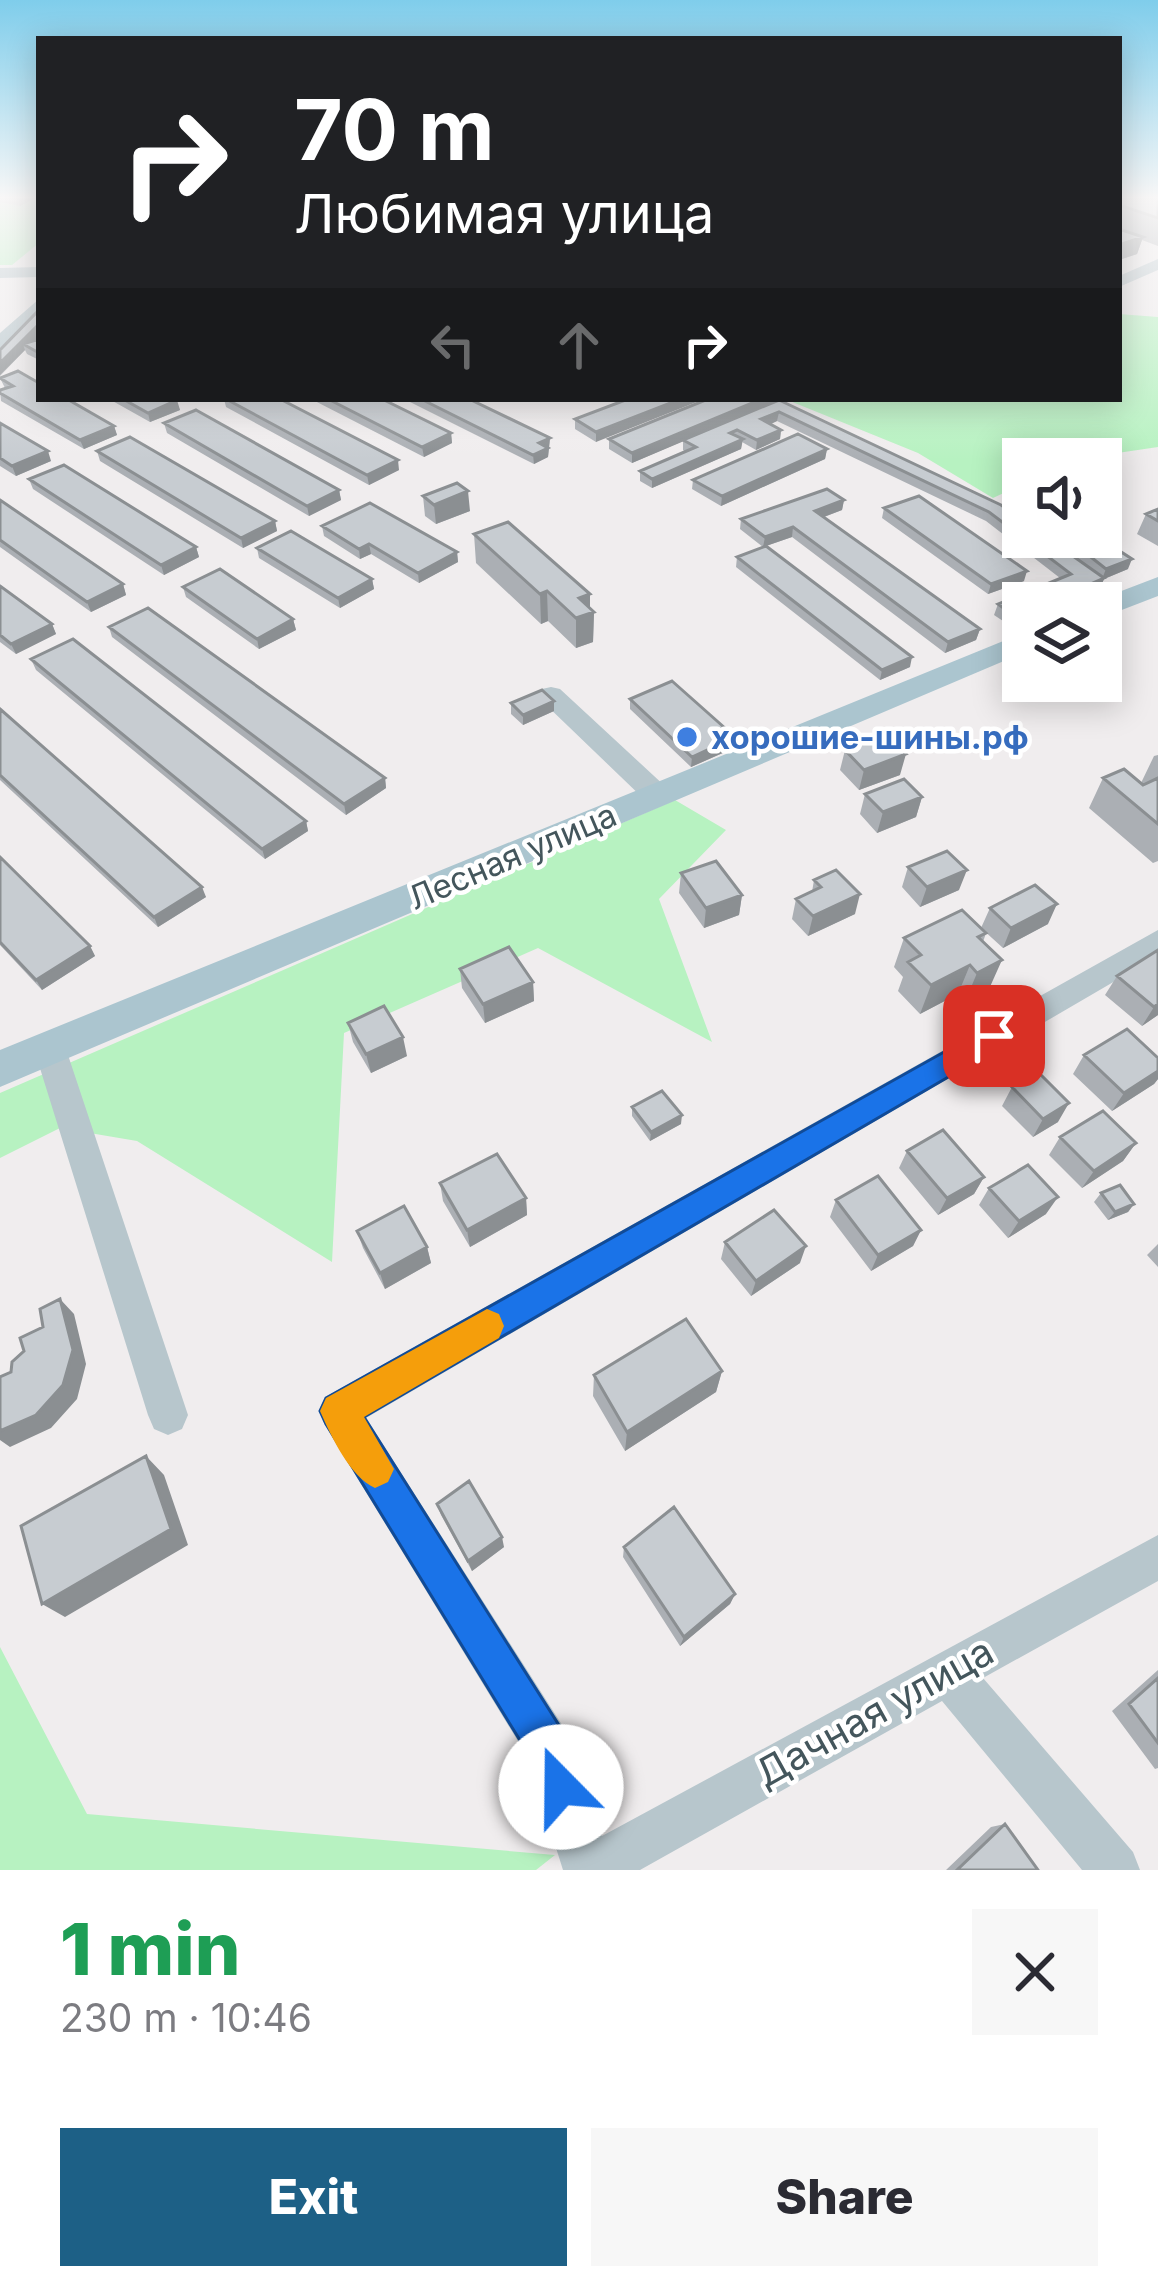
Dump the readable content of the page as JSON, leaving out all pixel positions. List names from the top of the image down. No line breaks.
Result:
{"streets":{"main road":["Лесная улица"],"street":["Дачная улица"]},"places":["хорошие-шины.рф"],"page":{"turn":["70 m","Любимая улица"],"heading":["1 min","230 m · 10:46"],"buttons":["Exit","Share"]}}
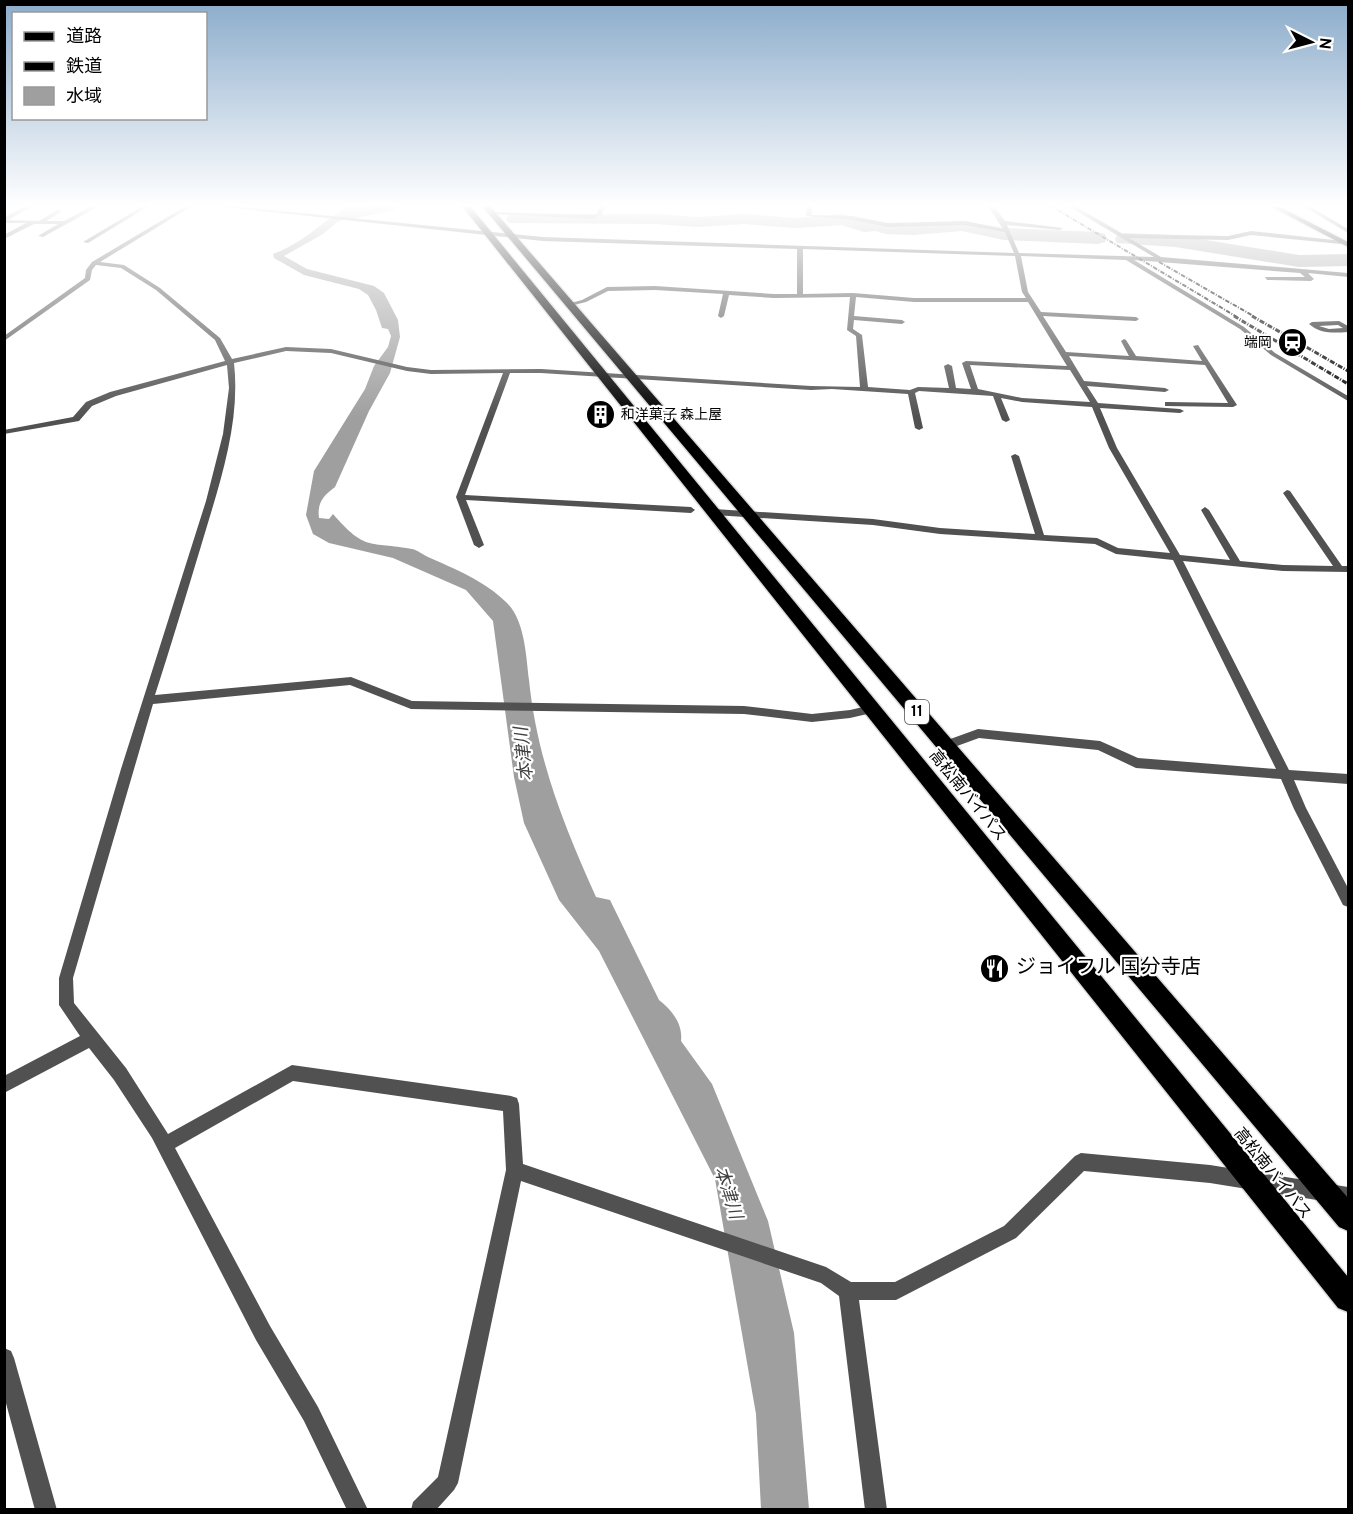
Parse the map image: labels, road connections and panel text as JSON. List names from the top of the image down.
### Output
{
  "streets": {
    "highway": ["11", "高松南バイパス"]
  },
  "water": ["本津川"],
  "places": {
    "station": ["端岡"],
    "building": ["和洋菓子 森上屋"],
    "restaurant": ["ジョイフル 国分寺店"]
  },
  "legend": ["道路", "鉄道", "水域"],
  "north": "right"
}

# YOUR GOAL
Omit pictures; set down the rest of the material word for word.

# FINISHED TASK
Dump the readable content of the page as JSON, leaving out all pixel positions. List names from the top of the image down. No line breaks.
Result:
{"streets":{"main road":["Лесная улица"],"street":["Дачная улица"]},"places":["хорошие-шины.рф"],"page":{"turn":["70 m","Любимая улица"],"heading":["1 min","230 m · 10:46"],"buttons":["Exit","Share"]}}
Parse the map image: labels, road connections and panel text as JSON. List names from the top of the image down.
### Output
{
  "streets": {
    "highway": ["11", "高松南バイパス"]
  },
  "water": ["本津川"],
  "places": {
    "station": ["端岡"],
    "building": ["和洋菓子 森上屋"],
    "restaurant": ["ジョイフル 国分寺店"]
  },
  "legend": ["道路", "鉄道", "水域"],
  "north": "right"
}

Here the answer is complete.